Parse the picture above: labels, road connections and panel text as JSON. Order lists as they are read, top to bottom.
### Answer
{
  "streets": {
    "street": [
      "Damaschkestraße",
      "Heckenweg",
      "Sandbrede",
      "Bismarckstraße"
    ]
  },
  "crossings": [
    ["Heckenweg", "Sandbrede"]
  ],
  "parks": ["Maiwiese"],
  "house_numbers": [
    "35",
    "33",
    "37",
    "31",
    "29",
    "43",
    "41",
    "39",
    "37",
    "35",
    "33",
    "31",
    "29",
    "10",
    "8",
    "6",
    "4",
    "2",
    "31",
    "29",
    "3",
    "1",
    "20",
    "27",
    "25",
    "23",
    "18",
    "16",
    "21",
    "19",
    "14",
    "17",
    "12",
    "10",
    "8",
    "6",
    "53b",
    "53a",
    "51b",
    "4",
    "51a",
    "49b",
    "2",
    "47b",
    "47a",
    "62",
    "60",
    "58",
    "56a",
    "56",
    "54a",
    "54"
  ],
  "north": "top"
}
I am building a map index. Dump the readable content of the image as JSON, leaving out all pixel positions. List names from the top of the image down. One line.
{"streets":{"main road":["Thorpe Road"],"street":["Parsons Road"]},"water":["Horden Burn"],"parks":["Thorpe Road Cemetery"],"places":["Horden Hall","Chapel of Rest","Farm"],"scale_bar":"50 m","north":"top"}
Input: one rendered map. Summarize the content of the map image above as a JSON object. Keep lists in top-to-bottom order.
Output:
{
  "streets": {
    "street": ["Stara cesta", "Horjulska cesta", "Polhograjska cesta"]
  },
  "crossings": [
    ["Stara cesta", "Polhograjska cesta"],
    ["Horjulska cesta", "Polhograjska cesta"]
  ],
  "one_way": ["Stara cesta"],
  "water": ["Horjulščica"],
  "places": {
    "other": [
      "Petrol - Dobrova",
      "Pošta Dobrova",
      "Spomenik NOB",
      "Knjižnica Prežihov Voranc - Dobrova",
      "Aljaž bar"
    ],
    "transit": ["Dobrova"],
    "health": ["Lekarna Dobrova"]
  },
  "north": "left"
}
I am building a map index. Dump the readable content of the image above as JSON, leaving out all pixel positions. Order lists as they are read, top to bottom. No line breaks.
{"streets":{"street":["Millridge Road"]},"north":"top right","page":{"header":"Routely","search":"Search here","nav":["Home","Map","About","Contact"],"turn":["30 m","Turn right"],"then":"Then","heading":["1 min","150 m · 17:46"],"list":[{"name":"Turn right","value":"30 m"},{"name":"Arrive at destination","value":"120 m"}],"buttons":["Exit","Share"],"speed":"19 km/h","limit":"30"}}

============

_Exercise requirements_.
Everything in the listing above should be duplicated exactly.

_Written response_.
Parse the picture above: labels, road connections and panel text as JSON. Order lists as they are read, top to bottom.
### Answer
{
  "streets": {
    "street": [
      "Damaschkestraße",
      "Heckenweg",
      "Sandbrede",
      "Bismarckstraße"
    ]
  },
  "crossings": [
    ["Heckenweg", "Sandbrede"]
  ],
  "parks": ["Maiwiese"],
  "house_numbers": [
    "35",
    "33",
    "37",
    "31",
    "29",
    "43",
    "41",
    "39",
    "37",
    "35",
    "33",
    "31",
    "29",
    "10",
    "8",
    "6",
    "4",
    "2",
    "31",
    "29",
    "3",
    "1",
    "20",
    "27",
    "25",
    "23",
    "18",
    "16",
    "21",
    "19",
    "14",
    "17",
    "12",
    "10",
    "8",
    "6",
    "53b",
    "53a",
    "51b",
    "4",
    "51a",
    "49b",
    "2",
    "47b",
    "47a",
    "62",
    "60",
    "58",
    "56a",
    "56",
    "54a",
    "54"
  ],
  "north": "top"
}
I am building a map index. Dump the readable content of the image as JSON, leaving out all pixel positions. List names from the top of the image down. One line.
{"streets":{"main road":["Thorpe Road"],"street":["Parsons Road"]},"water":["Horden Burn"],"parks":["Thorpe Road Cemetery"],"places":["Horden Hall","Chapel of Rest","Farm"],"scale_bar":"50 m","north":"top"}
Input: one rendered map. Summarize the content of the map image above as a JSON object. Keep lists in top-to-bottom order.
Output:
{
  "streets": {
    "street": ["Stara cesta", "Horjulska cesta", "Polhograjska cesta"]
  },
  "crossings": [
    ["Stara cesta", "Polhograjska cesta"],
    ["Horjulska cesta", "Polhograjska cesta"]
  ],
  "one_way": ["Stara cesta"],
  "water": ["Horjulščica"],
  "places": {
    "other": [
      "Petrol - Dobrova",
      "Pošta Dobrova",
      "Spomenik NOB",
      "Knjižnica Prežihov Voranc - Dobrova",
      "Aljaž bar"
    ],
    "transit": ["Dobrova"],
    "health": ["Lekarna Dobrova"]
  },
  "north": "left"
}
I am building a map index. Dump the readable content of the image above as JSON, leaving out all pixel positions. Order lists as they are read, top to bottom. No line breaks.
{"streets":{"street":["Millridge Road"]},"north":"top right","page":{"header":"Routely","search":"Search here","nav":["Home","Map","About","Contact"],"turn":["30 m","Turn right"],"then":"Then","heading":["1 min","150 m · 17:46"],"list":[{"name":"Turn right","value":"30 m"},{"name":"Arrive at destination","value":"120 m"}],"buttons":["Exit","Share"],"speed":"19 km/h","limit":"30"}}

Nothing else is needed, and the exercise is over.